> PROBLEM: Only the lines below starting at the one that contains "position:absolute; width:66px; margin:-33px;" and ending at the one that contains "width:78px; height:78px; stroke-width:2.5" are to be reproduced, exactly and with both ends kept.

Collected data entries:

* * * * * * * * *

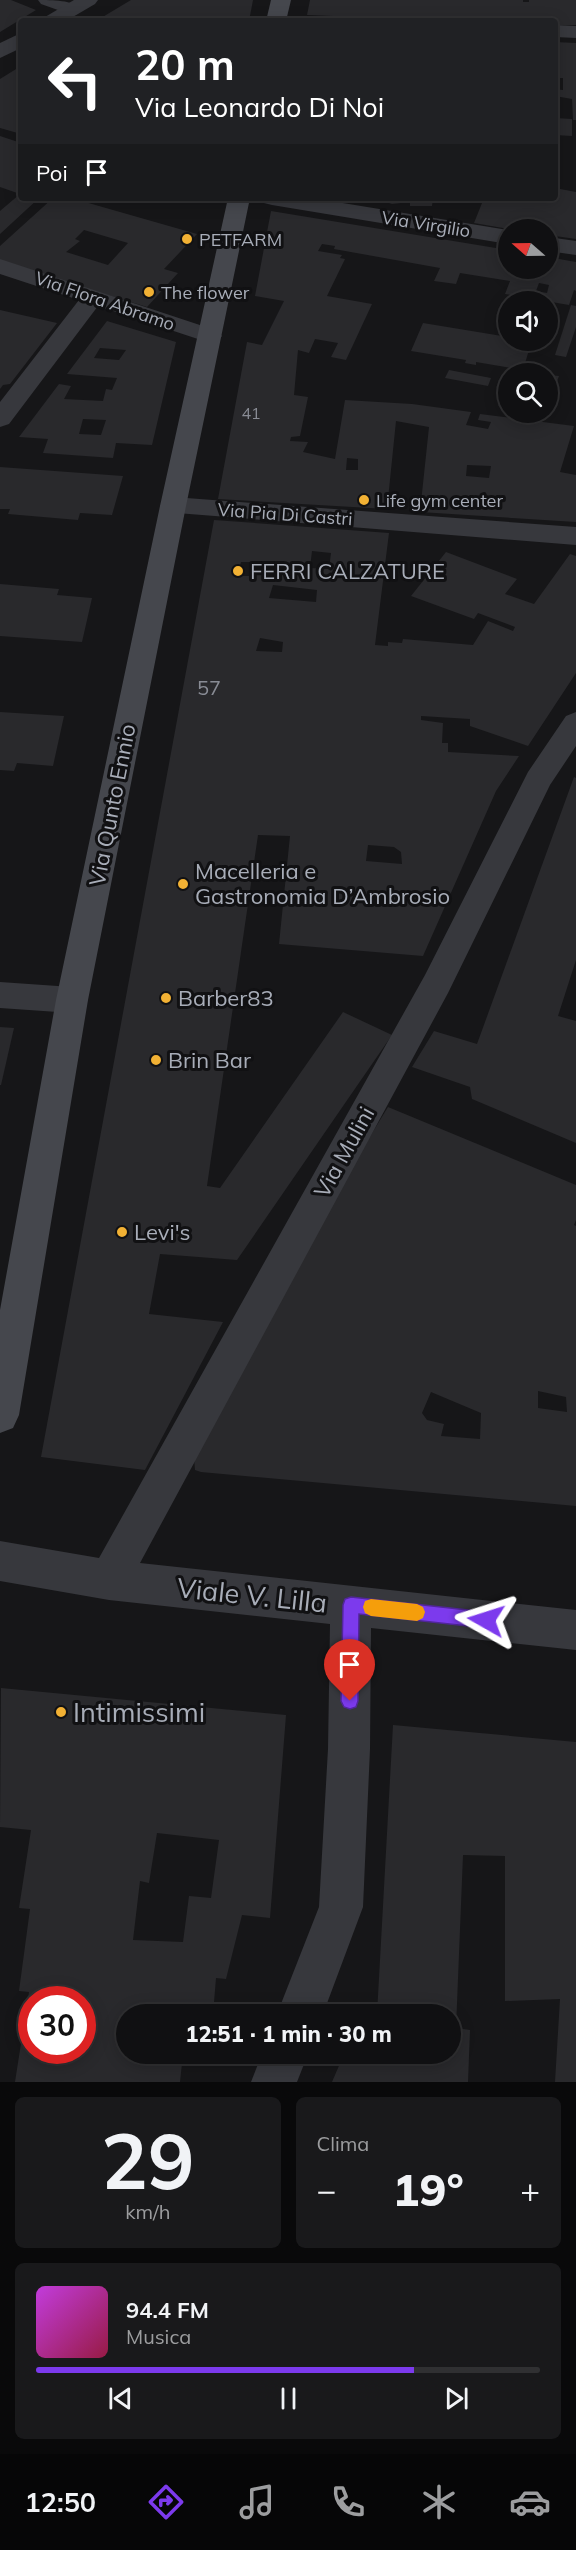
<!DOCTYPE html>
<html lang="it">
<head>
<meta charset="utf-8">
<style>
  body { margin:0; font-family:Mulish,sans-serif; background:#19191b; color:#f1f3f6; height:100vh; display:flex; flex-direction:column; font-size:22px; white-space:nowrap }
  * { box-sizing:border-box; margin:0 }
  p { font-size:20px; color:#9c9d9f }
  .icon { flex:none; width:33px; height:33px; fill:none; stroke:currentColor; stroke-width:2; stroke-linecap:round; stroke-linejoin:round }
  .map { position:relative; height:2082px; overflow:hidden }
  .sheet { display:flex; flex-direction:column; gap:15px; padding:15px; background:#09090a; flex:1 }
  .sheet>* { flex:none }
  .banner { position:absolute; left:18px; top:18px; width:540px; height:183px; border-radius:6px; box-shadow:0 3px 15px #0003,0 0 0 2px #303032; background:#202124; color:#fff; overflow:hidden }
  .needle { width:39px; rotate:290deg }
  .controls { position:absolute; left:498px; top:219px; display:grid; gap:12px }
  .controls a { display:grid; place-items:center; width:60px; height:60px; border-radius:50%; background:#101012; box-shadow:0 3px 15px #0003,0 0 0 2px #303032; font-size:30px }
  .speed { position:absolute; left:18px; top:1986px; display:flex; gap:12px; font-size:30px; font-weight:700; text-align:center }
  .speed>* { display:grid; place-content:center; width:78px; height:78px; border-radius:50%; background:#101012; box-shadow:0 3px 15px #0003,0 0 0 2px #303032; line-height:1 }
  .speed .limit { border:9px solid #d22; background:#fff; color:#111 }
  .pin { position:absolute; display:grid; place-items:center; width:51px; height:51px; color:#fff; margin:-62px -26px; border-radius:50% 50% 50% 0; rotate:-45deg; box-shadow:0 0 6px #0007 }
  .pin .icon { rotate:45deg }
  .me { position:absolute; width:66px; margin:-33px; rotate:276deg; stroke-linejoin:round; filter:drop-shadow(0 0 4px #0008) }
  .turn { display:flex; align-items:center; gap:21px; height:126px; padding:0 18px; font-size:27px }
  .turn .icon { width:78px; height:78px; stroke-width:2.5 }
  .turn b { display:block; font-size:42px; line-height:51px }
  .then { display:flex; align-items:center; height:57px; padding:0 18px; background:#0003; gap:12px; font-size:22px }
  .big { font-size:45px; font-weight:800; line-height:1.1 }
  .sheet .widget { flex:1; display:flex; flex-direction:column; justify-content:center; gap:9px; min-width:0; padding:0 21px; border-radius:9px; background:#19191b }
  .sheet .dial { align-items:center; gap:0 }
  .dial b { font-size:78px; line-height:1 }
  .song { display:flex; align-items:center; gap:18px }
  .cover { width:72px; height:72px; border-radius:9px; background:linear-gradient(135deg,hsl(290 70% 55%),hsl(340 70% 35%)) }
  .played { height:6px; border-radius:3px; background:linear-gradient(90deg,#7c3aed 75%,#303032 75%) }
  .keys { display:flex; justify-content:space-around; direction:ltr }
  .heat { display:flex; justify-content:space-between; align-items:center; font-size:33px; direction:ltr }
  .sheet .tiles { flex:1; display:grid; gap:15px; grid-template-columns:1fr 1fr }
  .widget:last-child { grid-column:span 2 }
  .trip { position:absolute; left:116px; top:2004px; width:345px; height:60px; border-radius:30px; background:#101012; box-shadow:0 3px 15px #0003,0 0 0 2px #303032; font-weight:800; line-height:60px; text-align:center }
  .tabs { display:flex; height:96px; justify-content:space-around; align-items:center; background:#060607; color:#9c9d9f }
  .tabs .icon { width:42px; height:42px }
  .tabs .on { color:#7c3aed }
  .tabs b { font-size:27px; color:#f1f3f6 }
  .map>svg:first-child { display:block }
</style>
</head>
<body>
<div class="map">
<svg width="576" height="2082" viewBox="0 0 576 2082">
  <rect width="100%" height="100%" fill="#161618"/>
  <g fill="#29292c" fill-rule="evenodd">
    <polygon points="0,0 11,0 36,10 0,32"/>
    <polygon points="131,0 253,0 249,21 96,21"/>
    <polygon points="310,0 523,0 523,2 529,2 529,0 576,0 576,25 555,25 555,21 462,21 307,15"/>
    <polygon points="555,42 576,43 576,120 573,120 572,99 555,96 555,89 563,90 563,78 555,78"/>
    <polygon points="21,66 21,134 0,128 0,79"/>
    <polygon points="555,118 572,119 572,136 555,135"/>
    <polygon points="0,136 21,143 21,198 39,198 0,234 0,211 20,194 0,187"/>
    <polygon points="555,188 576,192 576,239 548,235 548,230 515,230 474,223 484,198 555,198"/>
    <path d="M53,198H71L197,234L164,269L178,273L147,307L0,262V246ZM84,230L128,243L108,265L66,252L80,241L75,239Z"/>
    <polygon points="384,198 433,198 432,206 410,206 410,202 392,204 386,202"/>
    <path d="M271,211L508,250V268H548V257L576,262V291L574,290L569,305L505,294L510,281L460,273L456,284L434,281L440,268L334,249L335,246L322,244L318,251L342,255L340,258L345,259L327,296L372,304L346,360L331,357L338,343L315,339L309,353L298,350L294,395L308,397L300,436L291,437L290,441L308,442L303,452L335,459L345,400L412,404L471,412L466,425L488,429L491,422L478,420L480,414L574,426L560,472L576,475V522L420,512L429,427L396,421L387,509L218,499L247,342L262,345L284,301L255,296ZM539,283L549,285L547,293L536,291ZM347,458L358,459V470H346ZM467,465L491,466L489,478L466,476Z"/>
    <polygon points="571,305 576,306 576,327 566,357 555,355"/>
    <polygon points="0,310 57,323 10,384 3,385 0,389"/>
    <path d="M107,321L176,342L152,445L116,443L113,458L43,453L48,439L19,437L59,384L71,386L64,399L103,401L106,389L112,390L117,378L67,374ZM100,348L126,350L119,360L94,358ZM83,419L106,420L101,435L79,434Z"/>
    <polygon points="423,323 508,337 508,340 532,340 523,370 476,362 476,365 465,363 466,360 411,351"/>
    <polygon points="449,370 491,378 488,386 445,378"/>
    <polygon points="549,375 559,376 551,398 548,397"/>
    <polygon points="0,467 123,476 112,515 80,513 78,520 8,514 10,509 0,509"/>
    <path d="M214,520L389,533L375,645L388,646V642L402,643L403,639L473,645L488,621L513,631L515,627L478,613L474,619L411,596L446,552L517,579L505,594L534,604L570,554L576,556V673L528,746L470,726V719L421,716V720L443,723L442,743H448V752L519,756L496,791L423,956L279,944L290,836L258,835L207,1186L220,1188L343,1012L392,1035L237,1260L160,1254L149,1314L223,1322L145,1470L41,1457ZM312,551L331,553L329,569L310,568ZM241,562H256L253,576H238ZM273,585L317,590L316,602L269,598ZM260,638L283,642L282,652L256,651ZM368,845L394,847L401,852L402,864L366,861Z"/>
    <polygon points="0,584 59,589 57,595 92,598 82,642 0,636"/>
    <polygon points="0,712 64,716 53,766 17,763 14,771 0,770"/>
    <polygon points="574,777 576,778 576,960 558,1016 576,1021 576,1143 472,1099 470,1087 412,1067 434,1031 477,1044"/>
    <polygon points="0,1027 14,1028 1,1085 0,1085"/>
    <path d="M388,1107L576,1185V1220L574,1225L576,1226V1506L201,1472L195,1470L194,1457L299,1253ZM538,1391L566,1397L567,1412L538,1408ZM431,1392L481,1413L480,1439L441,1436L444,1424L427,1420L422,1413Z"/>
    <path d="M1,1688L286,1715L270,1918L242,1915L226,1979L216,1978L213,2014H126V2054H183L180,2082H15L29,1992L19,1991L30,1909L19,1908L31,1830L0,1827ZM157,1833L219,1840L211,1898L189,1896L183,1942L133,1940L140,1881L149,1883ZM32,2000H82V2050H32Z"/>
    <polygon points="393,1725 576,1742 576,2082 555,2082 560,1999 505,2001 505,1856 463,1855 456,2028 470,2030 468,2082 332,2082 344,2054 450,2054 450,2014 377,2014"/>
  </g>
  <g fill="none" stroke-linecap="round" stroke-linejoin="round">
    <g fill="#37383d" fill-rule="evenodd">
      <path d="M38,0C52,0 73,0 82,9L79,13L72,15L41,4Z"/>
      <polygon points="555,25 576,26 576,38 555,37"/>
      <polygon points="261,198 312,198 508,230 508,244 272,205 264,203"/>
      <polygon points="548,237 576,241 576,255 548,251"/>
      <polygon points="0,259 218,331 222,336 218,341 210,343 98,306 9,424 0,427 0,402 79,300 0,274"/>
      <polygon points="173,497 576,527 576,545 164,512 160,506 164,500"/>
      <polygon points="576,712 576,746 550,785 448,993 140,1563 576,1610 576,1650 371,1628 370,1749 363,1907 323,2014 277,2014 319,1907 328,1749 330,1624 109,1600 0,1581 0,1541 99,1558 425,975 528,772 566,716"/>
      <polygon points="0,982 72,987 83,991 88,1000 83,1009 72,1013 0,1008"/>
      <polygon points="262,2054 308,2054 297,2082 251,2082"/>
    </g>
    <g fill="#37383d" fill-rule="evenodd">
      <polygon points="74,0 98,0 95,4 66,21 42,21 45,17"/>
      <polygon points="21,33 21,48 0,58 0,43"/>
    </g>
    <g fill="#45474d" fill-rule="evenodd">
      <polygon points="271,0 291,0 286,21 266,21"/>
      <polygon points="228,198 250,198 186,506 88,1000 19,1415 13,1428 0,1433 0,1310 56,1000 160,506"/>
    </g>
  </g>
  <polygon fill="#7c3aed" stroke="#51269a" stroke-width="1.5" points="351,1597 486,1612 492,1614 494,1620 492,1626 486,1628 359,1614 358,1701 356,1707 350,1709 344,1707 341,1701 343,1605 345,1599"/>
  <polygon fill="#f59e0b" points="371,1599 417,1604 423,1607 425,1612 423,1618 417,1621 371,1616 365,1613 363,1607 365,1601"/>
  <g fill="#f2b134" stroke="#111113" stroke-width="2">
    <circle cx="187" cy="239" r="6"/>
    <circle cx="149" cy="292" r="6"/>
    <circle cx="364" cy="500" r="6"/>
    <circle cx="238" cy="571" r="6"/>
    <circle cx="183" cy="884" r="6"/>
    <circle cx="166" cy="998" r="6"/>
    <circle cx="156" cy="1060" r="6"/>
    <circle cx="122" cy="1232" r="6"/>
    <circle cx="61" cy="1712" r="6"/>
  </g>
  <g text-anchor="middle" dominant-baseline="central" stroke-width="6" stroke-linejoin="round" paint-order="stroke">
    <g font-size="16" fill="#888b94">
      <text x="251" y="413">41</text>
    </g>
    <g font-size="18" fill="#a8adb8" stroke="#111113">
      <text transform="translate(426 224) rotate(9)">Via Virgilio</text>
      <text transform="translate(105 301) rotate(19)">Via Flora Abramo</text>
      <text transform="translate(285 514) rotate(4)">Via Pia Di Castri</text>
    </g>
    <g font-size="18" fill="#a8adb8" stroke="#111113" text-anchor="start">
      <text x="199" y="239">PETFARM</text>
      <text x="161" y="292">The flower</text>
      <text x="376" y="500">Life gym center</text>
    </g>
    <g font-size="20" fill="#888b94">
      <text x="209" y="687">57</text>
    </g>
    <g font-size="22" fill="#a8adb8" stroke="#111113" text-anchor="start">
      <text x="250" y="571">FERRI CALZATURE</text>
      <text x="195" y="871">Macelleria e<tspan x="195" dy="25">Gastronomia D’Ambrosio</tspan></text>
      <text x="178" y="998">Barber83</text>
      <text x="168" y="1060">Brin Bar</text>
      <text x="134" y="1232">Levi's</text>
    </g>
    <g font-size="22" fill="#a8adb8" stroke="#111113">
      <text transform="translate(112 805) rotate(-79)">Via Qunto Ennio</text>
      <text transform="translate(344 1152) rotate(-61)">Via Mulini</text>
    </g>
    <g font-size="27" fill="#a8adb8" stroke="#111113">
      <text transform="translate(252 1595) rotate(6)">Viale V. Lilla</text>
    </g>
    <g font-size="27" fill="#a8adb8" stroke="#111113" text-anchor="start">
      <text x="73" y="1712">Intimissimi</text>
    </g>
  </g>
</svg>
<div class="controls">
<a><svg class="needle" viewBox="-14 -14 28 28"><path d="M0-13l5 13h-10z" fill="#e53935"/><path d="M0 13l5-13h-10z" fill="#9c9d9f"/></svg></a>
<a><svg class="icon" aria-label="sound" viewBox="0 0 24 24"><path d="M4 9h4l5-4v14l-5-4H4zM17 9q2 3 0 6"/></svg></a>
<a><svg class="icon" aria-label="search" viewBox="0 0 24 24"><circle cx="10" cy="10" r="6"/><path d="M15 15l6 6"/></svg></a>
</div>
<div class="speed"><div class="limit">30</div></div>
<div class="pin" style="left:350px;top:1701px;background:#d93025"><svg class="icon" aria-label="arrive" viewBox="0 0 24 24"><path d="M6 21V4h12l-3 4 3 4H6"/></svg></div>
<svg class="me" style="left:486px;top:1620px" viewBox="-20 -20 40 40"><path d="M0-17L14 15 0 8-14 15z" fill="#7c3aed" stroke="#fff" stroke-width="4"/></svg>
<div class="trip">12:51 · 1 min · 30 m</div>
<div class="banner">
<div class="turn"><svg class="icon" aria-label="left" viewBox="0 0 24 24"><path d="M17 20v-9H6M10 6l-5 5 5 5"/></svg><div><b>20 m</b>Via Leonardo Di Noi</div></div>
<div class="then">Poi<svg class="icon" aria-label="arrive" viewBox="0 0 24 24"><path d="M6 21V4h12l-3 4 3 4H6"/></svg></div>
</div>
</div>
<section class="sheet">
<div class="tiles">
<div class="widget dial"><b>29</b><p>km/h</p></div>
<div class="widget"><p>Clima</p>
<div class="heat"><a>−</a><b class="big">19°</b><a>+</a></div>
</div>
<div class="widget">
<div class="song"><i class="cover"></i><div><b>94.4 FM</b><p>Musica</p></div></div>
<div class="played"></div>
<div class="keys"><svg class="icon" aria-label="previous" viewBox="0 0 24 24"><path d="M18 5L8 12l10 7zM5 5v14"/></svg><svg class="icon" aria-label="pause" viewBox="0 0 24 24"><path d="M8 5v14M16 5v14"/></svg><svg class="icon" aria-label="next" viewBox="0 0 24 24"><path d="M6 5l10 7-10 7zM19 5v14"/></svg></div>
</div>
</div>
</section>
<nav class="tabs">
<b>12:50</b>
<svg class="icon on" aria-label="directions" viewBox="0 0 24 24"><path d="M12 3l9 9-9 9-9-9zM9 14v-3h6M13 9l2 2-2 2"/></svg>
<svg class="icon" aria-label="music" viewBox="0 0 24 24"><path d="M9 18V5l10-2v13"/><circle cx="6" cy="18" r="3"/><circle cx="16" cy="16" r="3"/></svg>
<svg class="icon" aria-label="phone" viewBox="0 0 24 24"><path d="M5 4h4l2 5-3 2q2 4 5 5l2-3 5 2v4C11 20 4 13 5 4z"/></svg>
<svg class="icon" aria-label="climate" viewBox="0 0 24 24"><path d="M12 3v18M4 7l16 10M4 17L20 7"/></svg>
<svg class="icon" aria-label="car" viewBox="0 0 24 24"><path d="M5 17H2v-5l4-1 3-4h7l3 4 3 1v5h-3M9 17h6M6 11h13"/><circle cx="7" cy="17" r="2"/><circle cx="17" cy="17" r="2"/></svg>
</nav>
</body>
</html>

* * * * * * * * *

> EXERCISE OUTPUT:
  .me { position:absolute; width:66px; margin:-33px; rotate:276deg; stroke-linejoin:round; filter:drop-shadow(0 0 4px #0008) }
  .turn { display:flex; align-items:center; gap:21px; height:126px; padding:0 18px; font-size:27px }
  .turn .icon { width:78px; height:78px; stroke-width:2.5 }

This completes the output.